Suite aux nombreuses procédures collectives qui se sont ouvertes en matière de vente à distance, les rapports et les propositions de loi se sont multipliés afin d’apporter une meilleure protection au consommateur mais sans réel impact. Cependant, le 20 janvier 2010, l’Assemblée nationale a adopté une proposition de loi « visant à renforcer la protection des consommateurs en matière de vente à distance » qui devra maintenant être débattue au Sénat.


Quelles sont vos droits lorsqu’une procédure collective est ouverte à l’encontre d’un marchand ? LeGuide.com vous dit tout sur le sujet.

Le régime actuel des procédures collectives et les droits du consommateur

En cas de faillite d’un cyber-commerçant les recours des consommateurs sont limités. Vous pouvez déclarer votre créance auprès du représentant des créanciers ou du liquidateur judiciaire dans le délai de 2 mois à compter de la publication du jugement au Bulletin officiel des annonces civiles et commerciales. Cependant, en tant que créancier chirographaire (sans aucune garantie permettant de vous assurer le remboursement de la créance) les chances de remboursement sont quasi-inexistantes.


Une autre possibilité s’offre à vous : la contestation du paiement auprès de votre banque. L’ancien article L132-2 du Code Monétaire et Financier permettait de faire opposition au paiement par carte bancaire dans les cas « de perte, de vol ou d’utilisation frauduleuse de la carte ou des données liées à son utilisation, de redressement ou de liquidation judiciaire du bénéficiaire ». Le nouvel article L133-17 du même code, issu de l’ordonnance du 15 juillet 2009 offre la même possibilité au titulaire de la carte. Pour plus d’information sur l’opposition au paiement selon le moyen de paiement utilisé consultez notre fiche : Redressement et liquidation judiciaire)
Cependant, certaines banques refusent cette opposition au paiement vous laissant seul face aux difficultés.

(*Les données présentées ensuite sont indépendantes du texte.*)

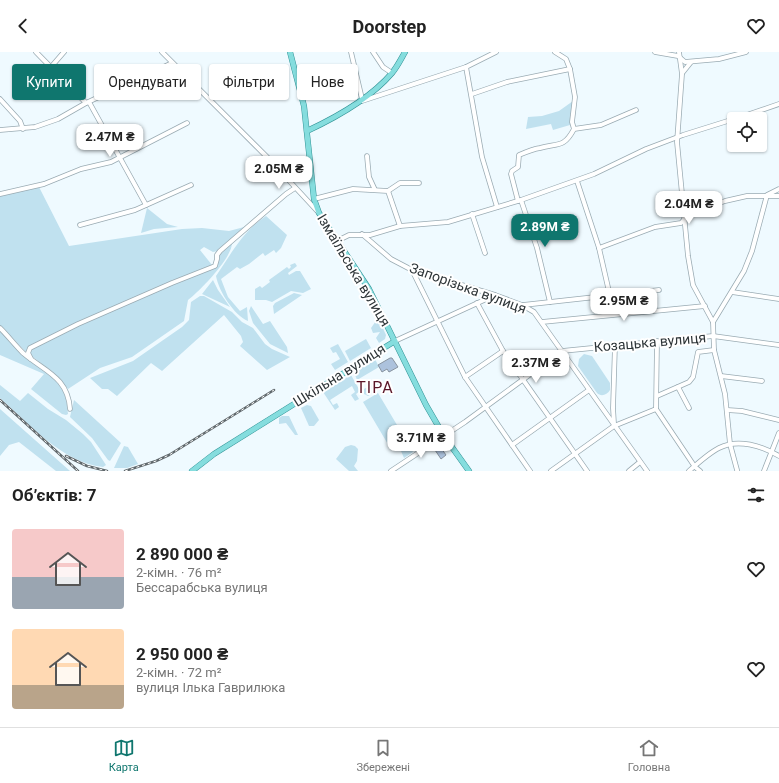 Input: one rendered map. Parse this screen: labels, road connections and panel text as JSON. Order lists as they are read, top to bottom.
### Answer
{
  "streets": {
    "main road": ["Ізмаїльська вулиця", "Шкільна вулиця"],
    "street": ["Запорізька вулиця", "Козацька вулиця"]
  },
  "crossings": [
    ["Ізмаїльська вулиця", "Козацька вулиця"],
    ["Ізмаїльська вулиця", "Шкільна вулиця"],
    ["Запорізька вулиця", "Козацька вулиця"],
    ["Запорізька вулиця", "Шкільна вулиця"]
  ],
  "districts": ["ТІРА"],
  "page": {
    "header": "Doorstep",
    "chip": [
      "Купити",
      "Орендувати",
      "Фільтри",
      "Нове"
    ],
    "price": [
      "2.47M ₴",
      "2.05M ₴",
      "2.04M ₴",
      "2.89M ₴",
      "2.95M ₴",
      "2.37M ₴",
      "3.71M ₴"
    ],
    "heading": "Об’єктів: 7",
    "list": [
      {
        "name": "2 890 000 ₴",
        "note": "2-кімн. · 76 m² · Бессарабська вулиця"
      },
      {
        "name": "2 950 000 ₴",
        "note": "2-кімн. · 72 m² · вулиця Ілька Гаврилюка"
      }
    ],
    "tabs": ["Карта", "Збережені", "Головна"]
  }
}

Il existe cependant quelques rares cas où vous pouvez être protégé. C’est par exemple le cas des agences de voyage qui ont l’obligation d’avoir une garantie financière.


Lors de la liquidation judiciaire d’une entreprise, vous pouvez aussi parfois avoir des difficultés avec le transporteur qui refuse de livrer le bien acheté car le e-commerçant a une dette envers lui. Pour pouvoir être livré, le transporteur vous demandera peut-être de payer une nouvelle fois les frais de livraison. Cette action jugée non protectrice du consommateur est pourtant légale aujourd’hui puisque le transporteur bénéficie d’un droit de rétention lui permettant de garder le bien s’il n’est pas payé par la société et l’article L132-8 du Code de Commerce lui permet de demander directement le paiement de sa créance au destinataire si l’expéditeur ne le paye pas.
Les juges, conscients de ce problème, donnent souvent tord au transporteur. Ainsi, le 6 juillet 2009, le tribunal d’instance de Riom a condamné un transporteur à livrer le bien à l’acheteur car il n’avait pas apporté la preuve de l’existence de sa créance sur la société mise en liquidation judiciaire.


Suite à la multiplication des procédures collectives lésant les internautes, il a donc été nécessaire de réagir.

Quelles sont les différentes actions en faveur des consommateurs ?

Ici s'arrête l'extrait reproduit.